Word for word, retype the first line of the records and every following line through the one containing "Annotation task. Give".
======== RECORDED DATA ========
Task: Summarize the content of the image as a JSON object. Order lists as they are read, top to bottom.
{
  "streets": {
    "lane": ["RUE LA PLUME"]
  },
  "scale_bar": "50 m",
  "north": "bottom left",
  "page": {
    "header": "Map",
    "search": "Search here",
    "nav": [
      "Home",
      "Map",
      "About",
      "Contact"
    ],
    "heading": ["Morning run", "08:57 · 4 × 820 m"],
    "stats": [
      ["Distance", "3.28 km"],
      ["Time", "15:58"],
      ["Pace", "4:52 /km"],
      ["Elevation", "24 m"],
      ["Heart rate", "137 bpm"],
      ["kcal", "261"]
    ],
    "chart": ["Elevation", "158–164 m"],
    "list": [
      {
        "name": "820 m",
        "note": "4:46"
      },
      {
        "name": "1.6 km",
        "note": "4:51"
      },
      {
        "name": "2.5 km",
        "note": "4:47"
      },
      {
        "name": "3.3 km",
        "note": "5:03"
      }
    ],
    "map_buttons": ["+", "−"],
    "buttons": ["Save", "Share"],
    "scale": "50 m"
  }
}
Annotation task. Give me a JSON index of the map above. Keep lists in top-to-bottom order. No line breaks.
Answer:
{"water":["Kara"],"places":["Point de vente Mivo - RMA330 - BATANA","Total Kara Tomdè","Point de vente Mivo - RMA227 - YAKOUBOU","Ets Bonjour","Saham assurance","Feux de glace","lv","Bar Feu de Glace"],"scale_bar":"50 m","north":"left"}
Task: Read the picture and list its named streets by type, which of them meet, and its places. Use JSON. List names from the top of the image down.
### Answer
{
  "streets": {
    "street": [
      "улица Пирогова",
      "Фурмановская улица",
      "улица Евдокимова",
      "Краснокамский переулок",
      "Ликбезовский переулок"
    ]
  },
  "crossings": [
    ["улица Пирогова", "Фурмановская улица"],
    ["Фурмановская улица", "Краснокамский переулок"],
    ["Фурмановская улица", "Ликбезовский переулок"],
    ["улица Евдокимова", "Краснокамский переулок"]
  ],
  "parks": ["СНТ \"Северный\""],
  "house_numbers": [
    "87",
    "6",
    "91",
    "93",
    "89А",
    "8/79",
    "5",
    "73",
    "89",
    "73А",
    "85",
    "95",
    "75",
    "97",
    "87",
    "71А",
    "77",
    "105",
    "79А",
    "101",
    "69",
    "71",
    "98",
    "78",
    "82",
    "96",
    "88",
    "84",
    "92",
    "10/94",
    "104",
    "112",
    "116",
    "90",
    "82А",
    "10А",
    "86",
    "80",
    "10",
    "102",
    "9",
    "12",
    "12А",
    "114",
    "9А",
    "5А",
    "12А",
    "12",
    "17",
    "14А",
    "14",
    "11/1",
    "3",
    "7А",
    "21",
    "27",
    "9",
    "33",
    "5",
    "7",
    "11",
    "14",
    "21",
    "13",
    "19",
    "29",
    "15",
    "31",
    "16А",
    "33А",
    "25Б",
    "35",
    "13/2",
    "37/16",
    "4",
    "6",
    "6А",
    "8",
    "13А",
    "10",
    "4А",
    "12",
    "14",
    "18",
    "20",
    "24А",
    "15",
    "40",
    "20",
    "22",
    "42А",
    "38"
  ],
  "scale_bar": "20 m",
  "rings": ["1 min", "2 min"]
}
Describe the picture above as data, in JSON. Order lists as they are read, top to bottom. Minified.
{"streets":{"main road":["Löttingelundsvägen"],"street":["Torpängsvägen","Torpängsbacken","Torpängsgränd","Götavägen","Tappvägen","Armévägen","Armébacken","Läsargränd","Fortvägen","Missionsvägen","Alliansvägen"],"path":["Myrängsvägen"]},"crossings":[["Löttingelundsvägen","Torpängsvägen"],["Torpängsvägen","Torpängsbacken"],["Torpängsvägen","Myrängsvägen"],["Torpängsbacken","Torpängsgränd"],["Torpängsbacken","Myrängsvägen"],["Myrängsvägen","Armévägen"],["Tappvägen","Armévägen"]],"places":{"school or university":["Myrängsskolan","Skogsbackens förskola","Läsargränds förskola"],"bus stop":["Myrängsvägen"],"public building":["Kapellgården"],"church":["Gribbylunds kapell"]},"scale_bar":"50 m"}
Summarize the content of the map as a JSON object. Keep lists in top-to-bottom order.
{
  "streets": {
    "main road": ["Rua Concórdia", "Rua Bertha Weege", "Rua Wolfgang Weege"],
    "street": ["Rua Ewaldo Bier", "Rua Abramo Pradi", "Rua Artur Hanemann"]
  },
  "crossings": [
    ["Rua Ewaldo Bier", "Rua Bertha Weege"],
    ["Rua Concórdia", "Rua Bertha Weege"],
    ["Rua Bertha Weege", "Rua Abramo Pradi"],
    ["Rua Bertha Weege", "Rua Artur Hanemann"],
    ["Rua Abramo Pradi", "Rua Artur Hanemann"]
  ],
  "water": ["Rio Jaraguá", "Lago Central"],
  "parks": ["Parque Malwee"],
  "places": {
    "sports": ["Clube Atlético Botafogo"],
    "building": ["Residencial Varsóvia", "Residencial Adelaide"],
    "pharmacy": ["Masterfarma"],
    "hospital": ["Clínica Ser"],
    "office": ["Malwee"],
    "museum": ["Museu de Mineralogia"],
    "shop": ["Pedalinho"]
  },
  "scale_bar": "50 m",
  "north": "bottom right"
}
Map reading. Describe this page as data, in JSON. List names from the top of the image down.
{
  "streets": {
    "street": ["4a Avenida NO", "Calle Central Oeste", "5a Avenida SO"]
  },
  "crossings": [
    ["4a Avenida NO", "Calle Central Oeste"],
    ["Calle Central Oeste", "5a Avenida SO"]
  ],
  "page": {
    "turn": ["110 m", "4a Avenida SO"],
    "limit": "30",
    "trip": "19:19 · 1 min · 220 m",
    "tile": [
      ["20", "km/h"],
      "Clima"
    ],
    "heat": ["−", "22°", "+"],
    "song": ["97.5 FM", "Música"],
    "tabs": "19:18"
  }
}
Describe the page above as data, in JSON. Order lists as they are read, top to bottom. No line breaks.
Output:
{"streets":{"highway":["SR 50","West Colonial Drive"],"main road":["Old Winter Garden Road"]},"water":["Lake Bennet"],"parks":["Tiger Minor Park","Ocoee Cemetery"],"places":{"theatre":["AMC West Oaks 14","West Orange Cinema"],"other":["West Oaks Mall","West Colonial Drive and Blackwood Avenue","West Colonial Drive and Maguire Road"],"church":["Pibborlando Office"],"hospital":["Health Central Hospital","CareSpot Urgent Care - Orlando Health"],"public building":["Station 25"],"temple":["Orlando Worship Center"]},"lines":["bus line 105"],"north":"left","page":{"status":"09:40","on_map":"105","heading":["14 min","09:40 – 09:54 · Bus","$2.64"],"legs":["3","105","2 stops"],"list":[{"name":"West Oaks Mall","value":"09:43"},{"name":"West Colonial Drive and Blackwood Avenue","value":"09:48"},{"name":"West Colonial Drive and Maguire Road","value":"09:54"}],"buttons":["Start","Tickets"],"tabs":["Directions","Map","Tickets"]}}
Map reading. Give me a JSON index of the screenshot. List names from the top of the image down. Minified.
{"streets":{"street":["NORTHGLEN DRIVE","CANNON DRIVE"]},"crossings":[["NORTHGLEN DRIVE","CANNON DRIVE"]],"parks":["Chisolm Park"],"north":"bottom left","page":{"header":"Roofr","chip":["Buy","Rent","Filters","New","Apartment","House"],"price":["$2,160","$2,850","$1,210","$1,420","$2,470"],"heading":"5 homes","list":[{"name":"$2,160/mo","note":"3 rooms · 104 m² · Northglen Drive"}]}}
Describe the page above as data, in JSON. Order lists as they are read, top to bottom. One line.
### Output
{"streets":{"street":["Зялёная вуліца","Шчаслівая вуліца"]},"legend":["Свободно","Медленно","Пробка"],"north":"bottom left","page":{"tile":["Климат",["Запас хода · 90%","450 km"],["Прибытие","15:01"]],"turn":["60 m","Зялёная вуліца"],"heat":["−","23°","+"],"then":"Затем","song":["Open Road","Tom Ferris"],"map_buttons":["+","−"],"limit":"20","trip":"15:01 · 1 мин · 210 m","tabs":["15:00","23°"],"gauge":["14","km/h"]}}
========
» YOUR RESPONSE:
Task: Summarize the content of the image as a JSON object. Order lists as they are read, top to bottom.
{
  "streets": {
    "lane": ["RUE LA PLUME"]
  },
  "scale_bar": "50 m",
  "north": "bottom left",
  "page": {
    "header": "Map",
    "search": "Search here",
    "nav": [
      "Home",
      "Map",
      "About",
      "Contact"
    ],
    "heading": ["Morning run", "08:57 · 4 × 820 m"],
    "stats": [
      ["Distance", "3.28 km"],
      ["Time", "15:58"],
      ["Pace", "4:52 /km"],
      ["Elevation", "24 m"],
      ["Heart rate", "137 bpm"],
      ["kcal", "261"]
    ],
    "chart": ["Elevation", "158–164 m"],
    "list": [
      {
        "name": "820 m",
        "note": "4:46"
      },
      {
        "name": "1.6 km",
        "note": "4:51"
      },
      {
        "name": "2.5 km",
        "note": "4:47"
      },
      {
        "name": "3.3 km",
        "note": "5:03"
      }
    ],
    "map_buttons": ["+", "−"],
    "buttons": ["Save", "Share"],
    "scale": "50 m"
  }
}
Annotation task. Give me a JSON index of the map above. Keep lists in top-to-bottom order. No line breaks.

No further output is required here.